On an unrelated note. If you'd like to connect to preppers all over the world via Facebook, like my Facebook page https://www.facebook.com/preppertactical 
The goal is to start a community on Facebook with as much accumulative knowledge as possible so as to be able to share as many kits and ideas as possible.


----------



## wesley762 (Oct 23, 2012)

Honestly the only thing this gun has going to for it is price, its just as simple as that. if all you can afford is a 120.00 rifle than ya it's a good option, beyond that there are way better alternative rifles out there. You can Pickup AR's and AK's under 500 dollars agains. When you can pick those up at that kind of price Your still better off. You can even pickup Rem 700's under 500 dollars with a Scope. 
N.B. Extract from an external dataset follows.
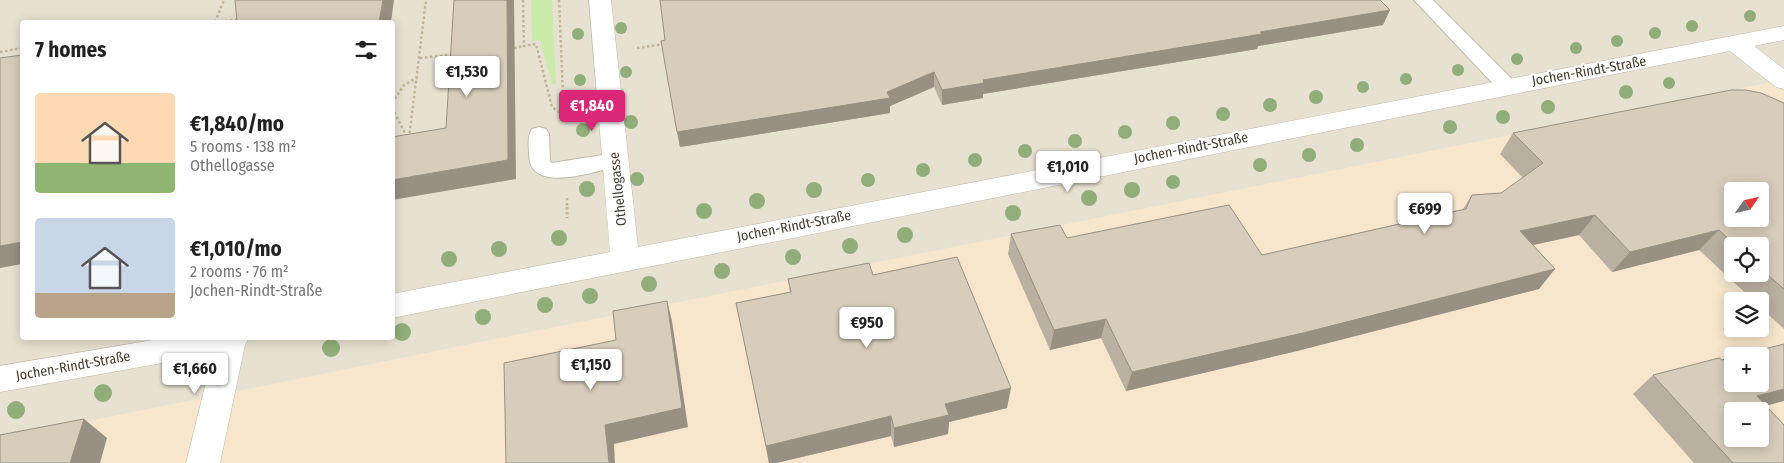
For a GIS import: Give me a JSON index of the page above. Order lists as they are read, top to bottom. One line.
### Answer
{"streets":{"street":["Jochen-Rindt-Straße","Othellogasse"]},"crossings":[["Jochen-Rindt-Straße","Othellogasse"]],"north":"top right","page":{"heading":"7 homes","price":["€1,530","€1,840","€1,010","€699","€950","€1,150","€1,660"],"list":[{"name":"€1,840/mo","note":"5 rooms · 138 m² · Othellogasse"},{"name":"€1,010/mo","note":"2 rooms · 76 m² · Jochen-Rindt-Straße"}],"map_buttons":["+","−"]}}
In a nut shell, if you can only afford to spend 200 bucks than its a option beyond that again it's just not ideal.


----------



## TacticalPrepTime (Apr 16, 2014)

True. Do you own a Mosin? You could pick up a scope for your Mosin for a fraction of the price and be just as well off. It's an extremely accurate rifle and easy for anyone to use. The side mounted scope is a little odd, but is still something you could easily get accustomed to using.


----------



## PalmettoTree (Jun 8, 2013)

I'm not sure there is an ideal SHTF gun. I must say price is the least important factor. During a SHTF you will care less about how much you paid. Ammo, sustained fire rate, max fire rate, accuracy, weight are just a few things that will be more important during a SHTF.

That said the Mosin is part of history and cheap to play with.


----------



## Notsoyoung (Dec 2, 2013)

Anyone who says that only good thing about the Mosin is that it is inexpensive doesn't own one. I bought my Mosin comparatively recently, decades after I owned a M1903-A3, and years after my AR and SKS. In addition to the cost it meets several important factors that I look at when picking a rifle, 1)Reliability. The Mosin is extremely rugged and reliable. You would almost have to try to do something to it so that it doesn't function correctly. 2) Accuracy. This is an extremely accurate rifle. I am very impressed with the accuracy of the rifle especially when I consider that I have only shot cheap ammunition through it. There are American manufacturers who are starting to produce the 7.63 x 54mm rounds, and I will buy some and see what it can do with some better quality ammo. 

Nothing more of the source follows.